[PROBLEM]
When the data below is printed, every line must match exactly and the images must be absent.

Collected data
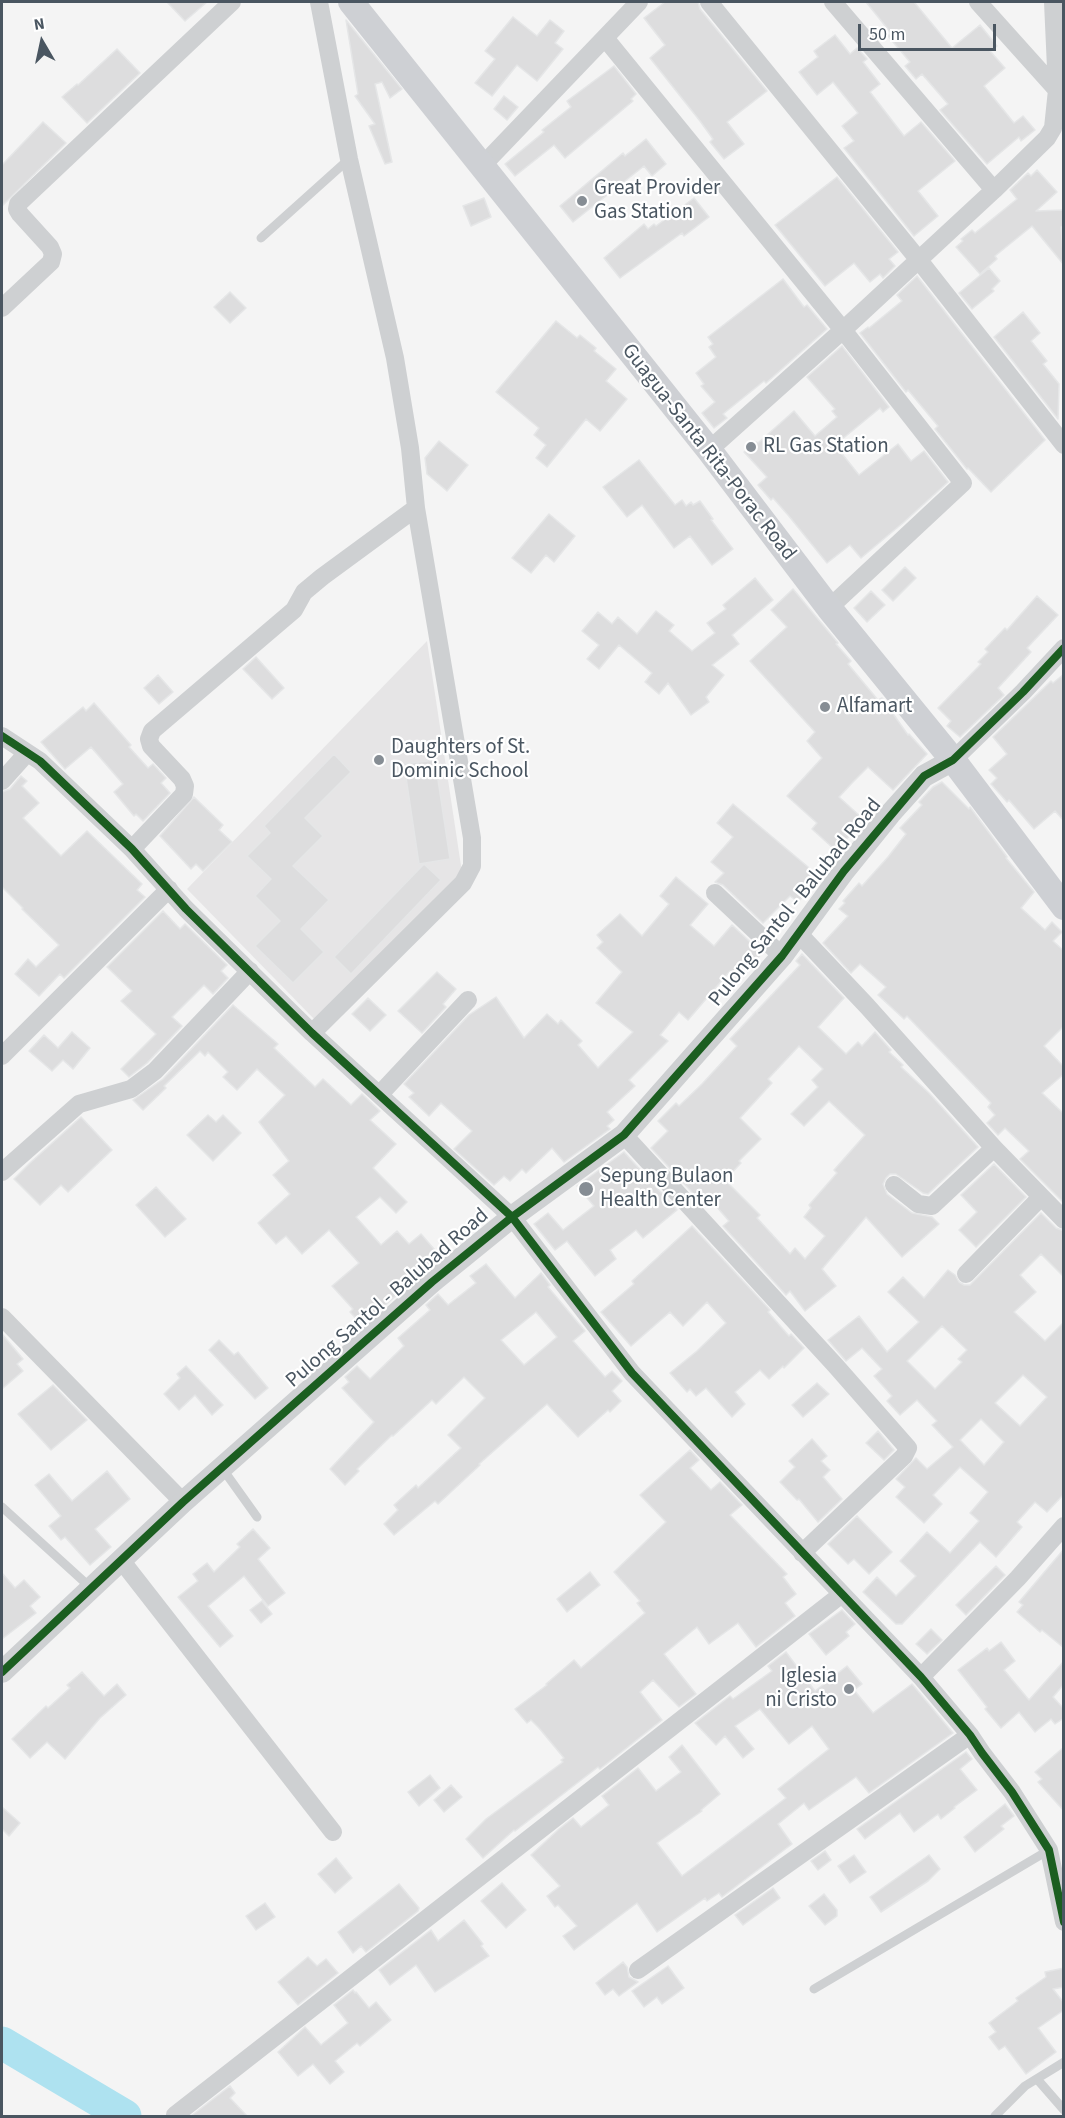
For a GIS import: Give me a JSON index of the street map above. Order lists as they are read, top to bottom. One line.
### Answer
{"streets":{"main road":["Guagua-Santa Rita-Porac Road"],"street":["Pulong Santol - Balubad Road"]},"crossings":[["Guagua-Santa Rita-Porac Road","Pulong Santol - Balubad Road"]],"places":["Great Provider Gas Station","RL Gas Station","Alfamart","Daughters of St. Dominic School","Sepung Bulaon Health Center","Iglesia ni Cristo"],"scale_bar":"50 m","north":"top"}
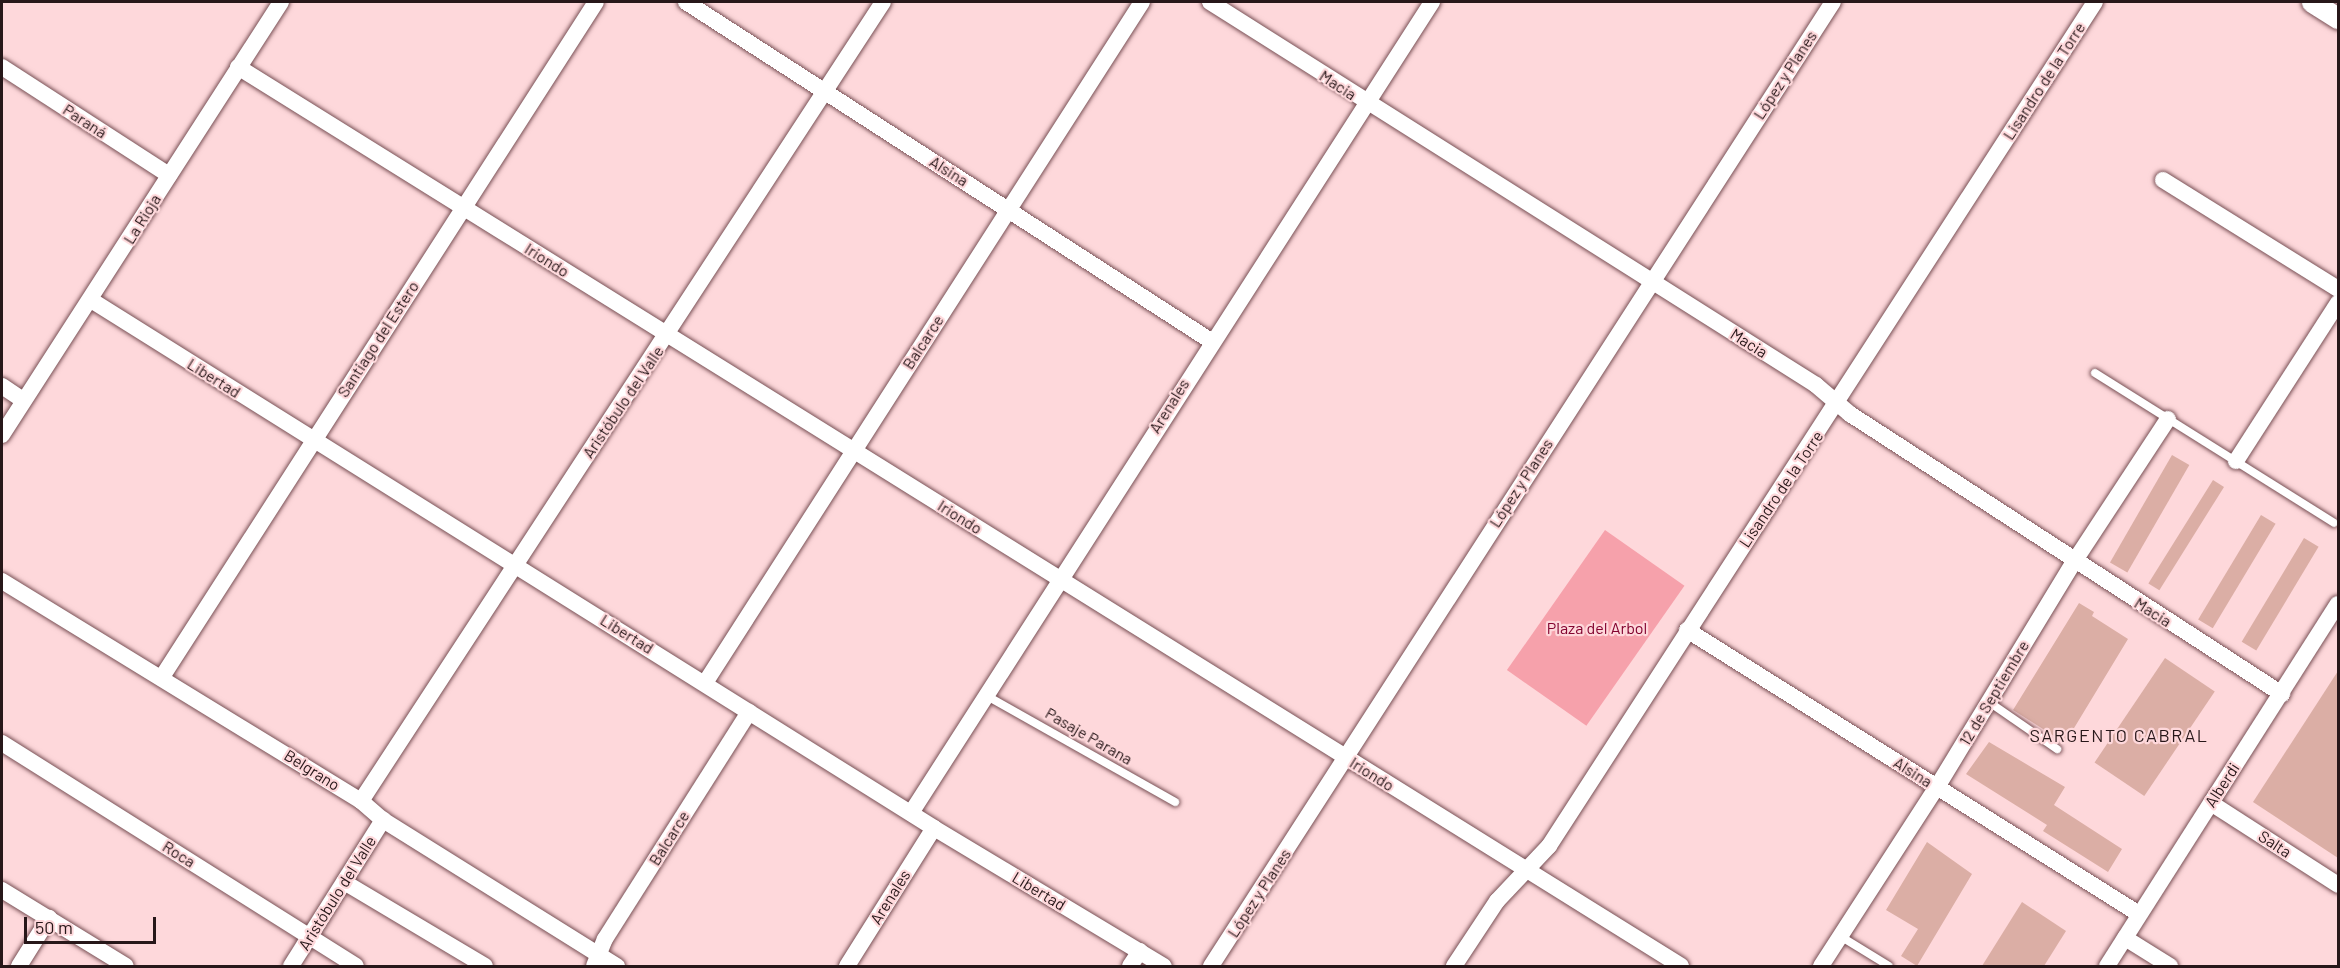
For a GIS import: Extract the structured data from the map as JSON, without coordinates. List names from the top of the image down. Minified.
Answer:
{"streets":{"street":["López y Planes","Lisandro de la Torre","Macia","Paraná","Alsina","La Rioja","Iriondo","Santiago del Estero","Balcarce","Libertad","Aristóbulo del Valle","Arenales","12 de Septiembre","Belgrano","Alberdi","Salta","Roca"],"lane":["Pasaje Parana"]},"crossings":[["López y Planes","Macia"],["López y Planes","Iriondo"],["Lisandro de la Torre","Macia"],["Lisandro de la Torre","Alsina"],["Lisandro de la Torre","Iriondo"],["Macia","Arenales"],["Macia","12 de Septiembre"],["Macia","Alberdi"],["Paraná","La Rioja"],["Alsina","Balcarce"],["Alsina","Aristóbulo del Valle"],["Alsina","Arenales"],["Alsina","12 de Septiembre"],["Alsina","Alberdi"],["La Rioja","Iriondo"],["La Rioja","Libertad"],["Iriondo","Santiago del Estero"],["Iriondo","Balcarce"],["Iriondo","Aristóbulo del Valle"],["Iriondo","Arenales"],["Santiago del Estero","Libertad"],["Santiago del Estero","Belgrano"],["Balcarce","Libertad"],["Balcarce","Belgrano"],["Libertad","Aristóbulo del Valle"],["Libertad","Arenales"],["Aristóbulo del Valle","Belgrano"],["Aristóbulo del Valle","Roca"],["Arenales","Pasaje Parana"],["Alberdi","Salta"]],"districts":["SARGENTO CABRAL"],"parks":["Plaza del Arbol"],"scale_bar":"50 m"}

[RESPONSE TO THIS TASK]
For a GIS import: Give me a JSON index of the street map above. Order lists as they are read, top to bottom. One line.
### Answer
{"streets":{"main road":["Guagua-Santa Rita-Porac Road"],"street":["Pulong Santol - Balubad Road"]},"crossings":[["Guagua-Santa Rita-Porac Road","Pulong Santol - Balubad Road"]],"places":["Great Provider Gas Station","RL Gas Station","Alfamart","Daughters of St. Dominic School","Sepung Bulaon Health Center","Iglesia ni Cristo"],"scale_bar":"50 m","north":"top"}
For a GIS import: Extract the structured data from the map as JSON, without coordinates. List names from the top of the image down. Minified.
Answer:
{"streets":{"street":["López y Planes","Lisandro de la Torre","Macia","Paraná","Alsina","La Rioja","Iriondo","Santiago del Estero","Balcarce","Libertad","Aristóbulo del Valle","Arenales","12 de Septiembre","Belgrano","Alberdi","Salta","Roca"],"lane":["Pasaje Parana"]},"crossings":[["López y Planes","Macia"],["López y Planes","Iriondo"],["Lisandro de la Torre","Macia"],["Lisandro de la Torre","Alsina"],["Lisandro de la Torre","Iriondo"],["Macia","Arenales"],["Macia","12 de Septiembre"],["Macia","Alberdi"],["Paraná","La Rioja"],["Alsina","Balcarce"],["Alsina","Aristóbulo del Valle"],["Alsina","Arenales"],["Alsina","12 de Septiembre"],["Alsina","Alberdi"],["La Rioja","Iriondo"],["La Rioja","Libertad"],["Iriondo","Santiago del Estero"],["Iriondo","Balcarce"],["Iriondo","Aristóbulo del Valle"],["Iriondo","Arenales"],["Santiago del Estero","Libertad"],["Santiago del Estero","Belgrano"],["Balcarce","Libertad"],["Balcarce","Belgrano"],["Libertad","Aristóbulo del Valle"],["Libertad","Arenales"],["Aristóbulo del Valle","Belgrano"],["Aristóbulo del Valle","Roca"],["Arenales","Pasaje Parana"],["Alberdi","Salta"]],"districts":["SARGENTO CABRAL"],"parks":["Plaza del Arbol"],"scale_bar":"50 m"}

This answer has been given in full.